A letter from the bank to Dwyfor Meirionnydd MS Mabon ap Gwynfor confirms the service will end on 15 January. The letter states “this decision has not been taken lightly”, but “after an in-depth review of our Welsh speaking customer service phone line, we have found this line is no longer being fully utilised”. The review revealed “a steady decline in usage”, with 22 calls into the line each day, compared to 18,000 into the bank’s English-speaking lines, and 73 per cent of service users only call once or twice a year.

“After 15 January, if customers need to call us, they will still receive the service they are used to, but in English. Our English-speaking agents will be able to assist with any customer banking needs,” the letter adds.

“We recognise that for some customers, banking in Welsh is still their preference, so we can arrange a call-back in Welsh, within three working days, to help with any questions they may have. Whilst we understand it is not their first choice, we have confirmed that all customers are able to bank in English.”

HSBC has created an outreach programme to support specific customers who hold vulnerabilities or call frequently, and all the other Welsh services the bank offers will remain in place including Welsh speaking colleagues in half of its Welsh branches, responding to Welsh customer correspondence in Welsh, and some of our branches in Wales offering a full translation service.

Mr ap Gwynfor MS and Liz Saville Roberts MP said: ‘’It is a huge disappointment to hear about HSBC’s decision to axe their Welsh Language telephone service which, for many customers, is a vital resource. We have witnessed many branches closing, especially in rural areas such as ours, cash services being restricted, and now the Welsh Language service being axed. Many of our constituents use HSBC because of its Welsh language service, and it is fair to say that the bank has done very little to promote it. This is a significant blow to their customers in Wales especially the older generation and those who do not have access to digital technology. The bank’s promise to ‘arrange a call back in Welsh, within 3 working days’ not only displays a crass insensitivity to the financial pressure that some people are facing, but it is also dangerous. For many, accessing their bank through Welsh is not a choice, it is a necessity. It must also be a right following the Welsh Language Act 1993 and Welsh Language Measure 2011. HSBC needs to reverse this decision now and move towards the active promotion of Welsh language services across its business.’’

Welsh Conservative Shadow Welsh Language Minister, Samuel Kurtz MS, has also criticised the move, saying: “The decision by HSBC to no longer provide a Welsh language customer service line from January is bitterly disappointing.
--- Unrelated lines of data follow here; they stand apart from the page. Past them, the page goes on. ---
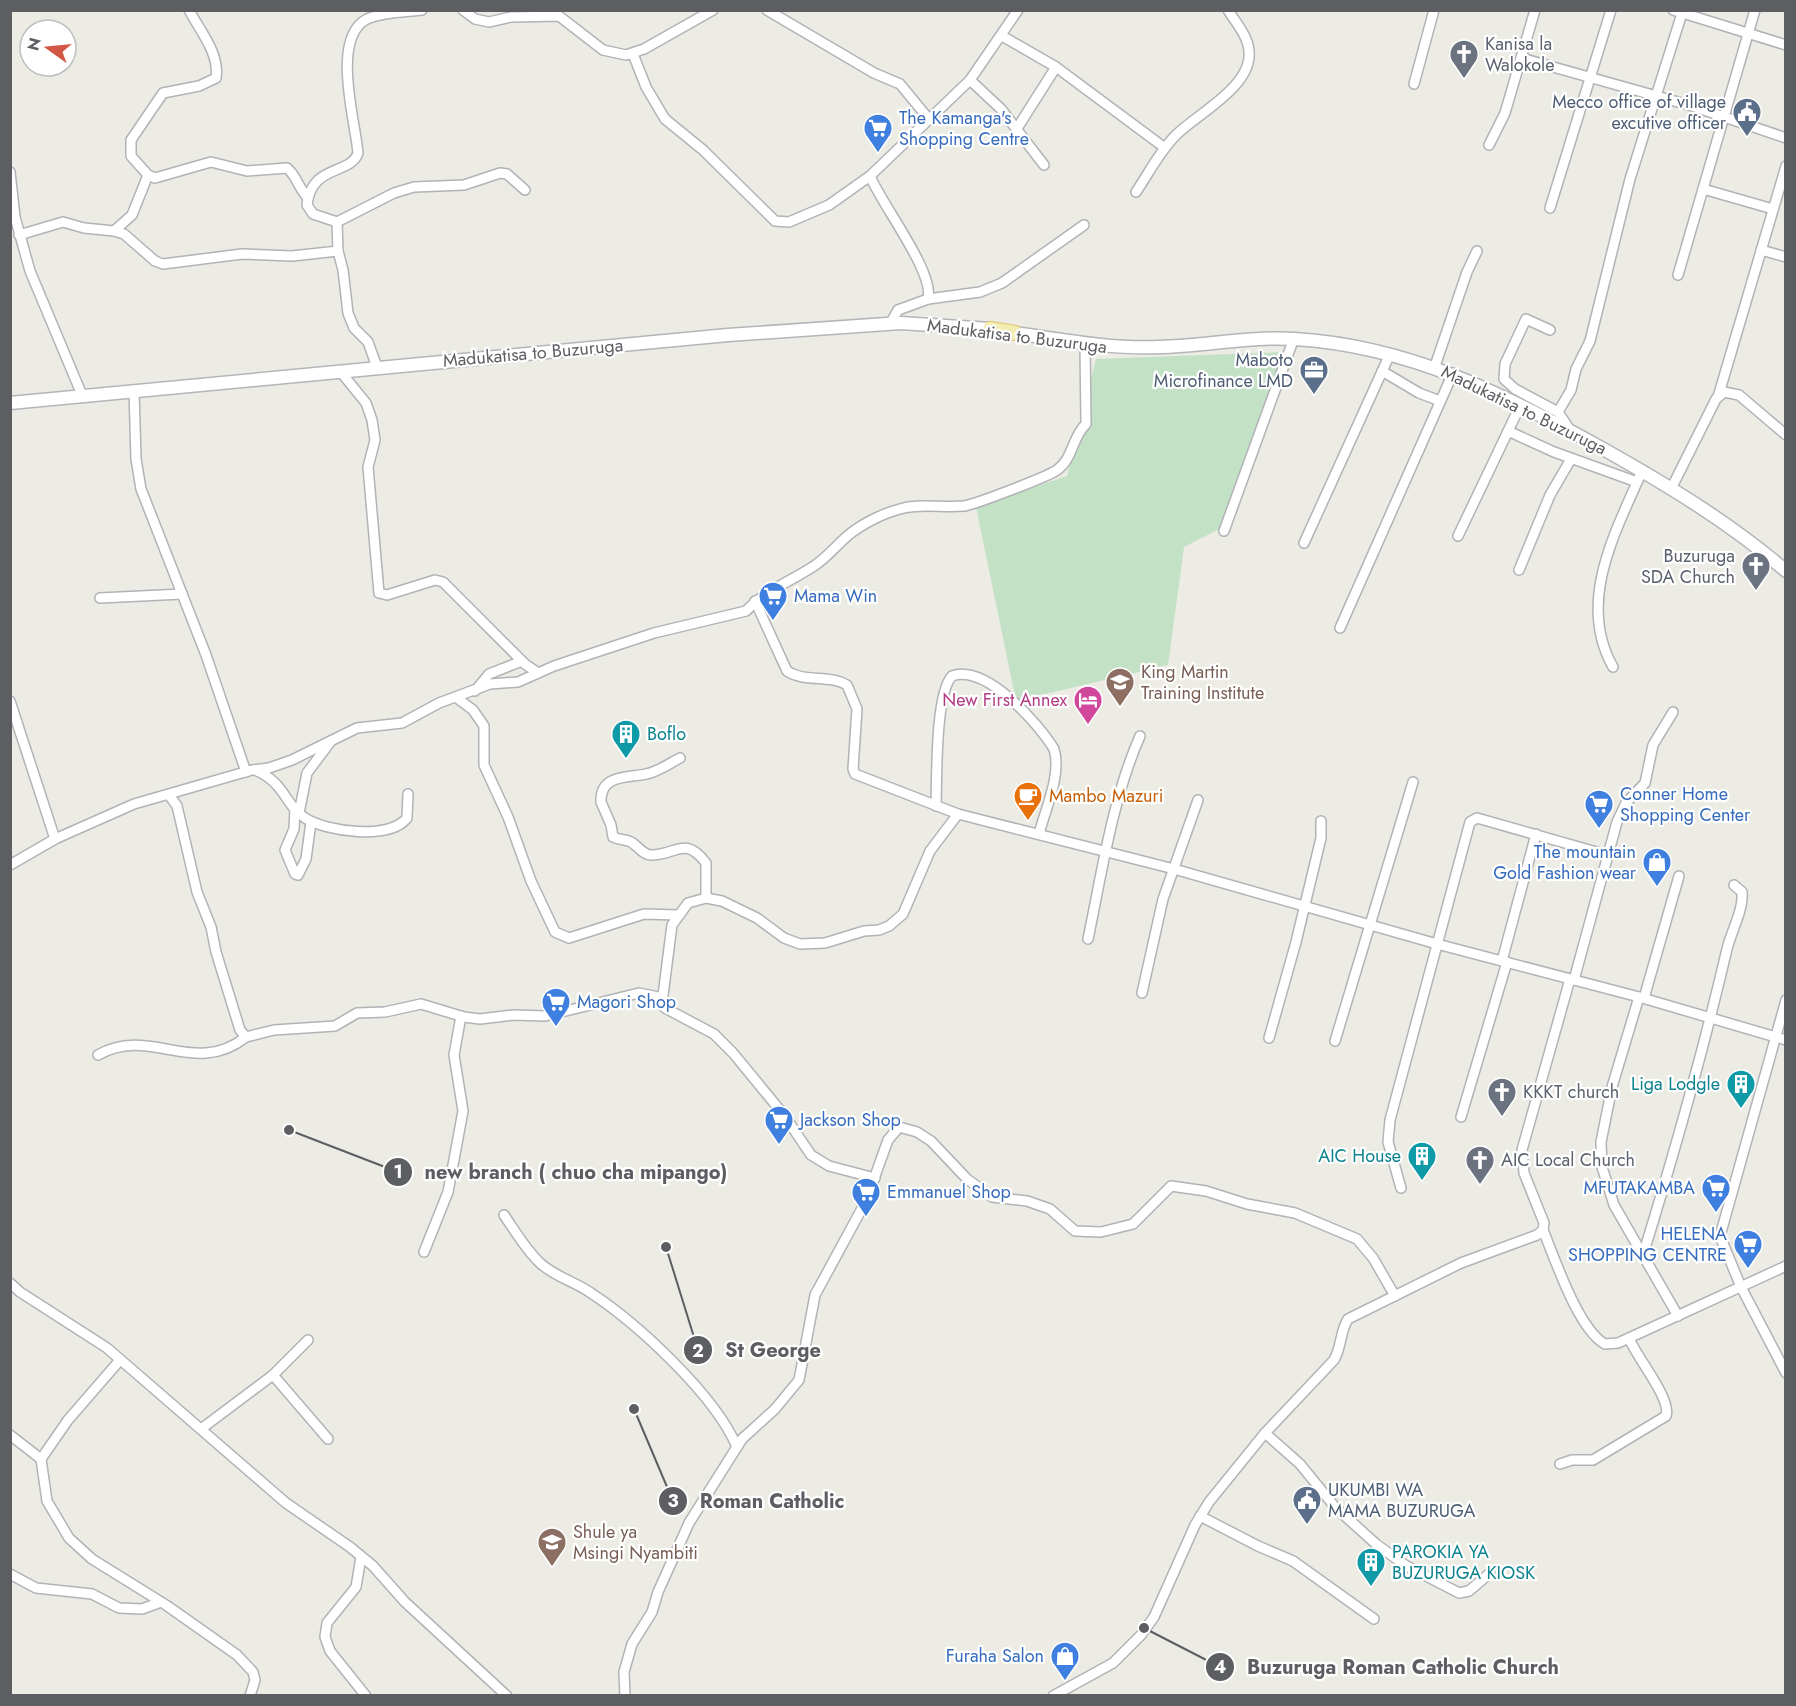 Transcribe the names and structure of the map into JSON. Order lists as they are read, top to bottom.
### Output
{
  "streets": {
    "main road": ["Madukatisa to Buzuruga"]
  },
  "places": {
    "church": [
      "Kanisa la Walokole",
      "Buzuruga SDA Church",
      "KKKT church",
      "AIC Local Church"
    ],
    "public building": ["Mecco office of village excutive officer", "UKUMBI WA MAMA BUZURUGA"],
    "supermarket": [
      "The Kamanga's Shopping Centre",
      "Mama Win",
      "Conner Home Shopping Center",
      "Magori Shop",
      "Jackson Shop",
      "MFUTAKAMBA",
      "Emmanuel Shop",
      "HELENA SHOPPING CENTRE"
    ],
    "office": ["Maboto Microfinance LMD"],
    "school or university": ["King Martin Training Institute", "Shule ya Msingi Nyambiti"],
    "hotel": ["New First Annex"],
    "building": [
      "Boflo",
      "Liga Lodgle",
      "AIC House",
      "PAROKIA YA BUZURUGA KIOSK"
    ],
    "cafe": ["Mambo Mazuri"],
    "shop": ["The mountain Gold Fashion wear", "Furaha Salon"],
    "other": [
      "new branch ( chuo cha mipango)",
      "St George",
      "Roman Catholic",
      "Buzuruga Roman Catholic Church"
    ]
  },
  "north": "left"
}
With high street banks shutting their branches, leaving holes in our high streets, telephone banking has been a lifeline for a number of customers.

“The offer of a 'call back' service, which could take up to three days, for those wanting to use the Welsh language is a bit of a token gesture from a bank which at one time claimed to be the 'the world's local bank'.

“For a bank operating globally in a number of languages, I strongly urge HSBC to reconsider their decision and to keep Welsh-language provision available for customers as and when they need it.”